The project, which was underwritten with a Territory loan of $283,330, will completely replace the diesel generator that has been powering the Arboretum’s operations, and cut ACT government emissions by 28.5 tonnes per year.
It is also expected to be much cheaper than the diesel gen-set, with the cost of the solar and battery system expected to be repaid completely within eight years, via fuel savings alone.
“The installation of a 30 kilowatt solar panel system, supported by battery storage, replaces the large diesel generator at the Arboretum’s horticulture works depot,” Minister Rattenbury said.
“The system… is self-contained and off-grid. It can run the hot water system, computers, fridges, air conditioners and power tools, even welders.”
Rattenbury said that the arboretum’s team of arborists and gardeners would now also have the benefit of using clean, solar-powered electric chainsaws, hedge trimmers, lawn mowers and so on for their work, instead of fossil fuelled tools.
As we reported here last year, there are fully electric, lithium-ion battery powered and cordless alternatives to most power tools, available to buy in Australia. While a little more expensive up front, they do the same job, but with less pollution, less noise, and much lower ongoing maintenance and refuelling costs.

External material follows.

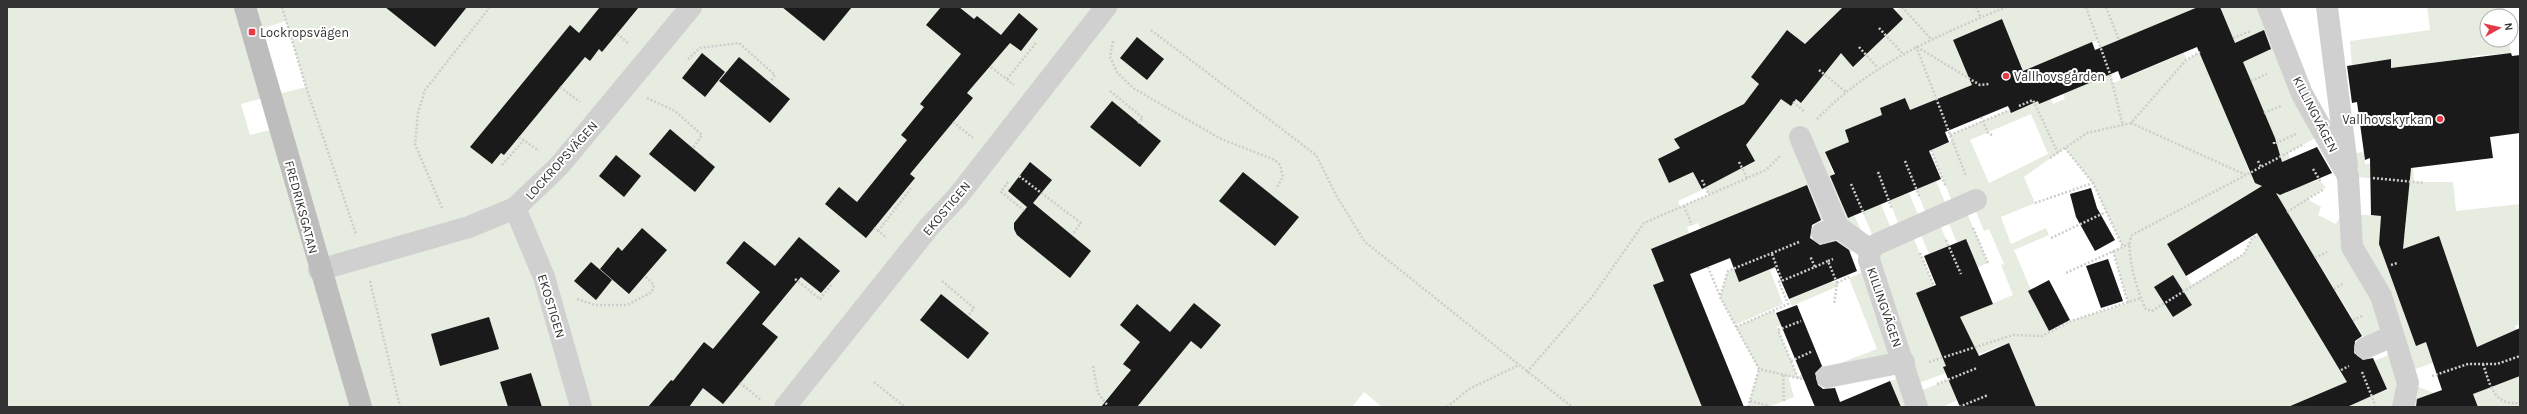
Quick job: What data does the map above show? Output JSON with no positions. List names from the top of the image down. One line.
{"streets":{"street":["KILLINGVÄGEN","LOCKROPSVÄGEN","FREDRIKSGATAN","EKOSTIGEN"]},"crossings":[["LOCKROPSVÄGEN","FREDRIKSGATAN"],["LOCKROPSVÄGEN","EKOSTIGEN"]],"places":{"transit":["Lockropsvägen"],"other":["Vallhovsgården","Vallhovskyrkan"]},"north":"right"}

“(The arborists) are know able to use these electric tools, fully powered by the sun. So it’s clean technology, but it’s also technology that’s making their job easier. They’ve got more than 40,000 trees to look after at the arboretum, so using these (solar rechargeable) power tools obviously makes their job a whole lot easier,” Rattenbury said in comments at the system launch.
“The strength of a project like this is that it is actually off grid, so instead of having to pay to bring the power lines out, it’s cost effective to put this system in here,” he said.
“But the way the price of both batteries and solar panels is changing, these sort of options are becoming more and more affordable for a range of different applications.”
The ACT government’s Carbon Neutral Government Fund, which provided the loan for the Arboretum solar system, had now supported 26 projects, with a total of $14.5 million in loans expected to deliver more than $2 million in annual cost savings, Rattenbury said.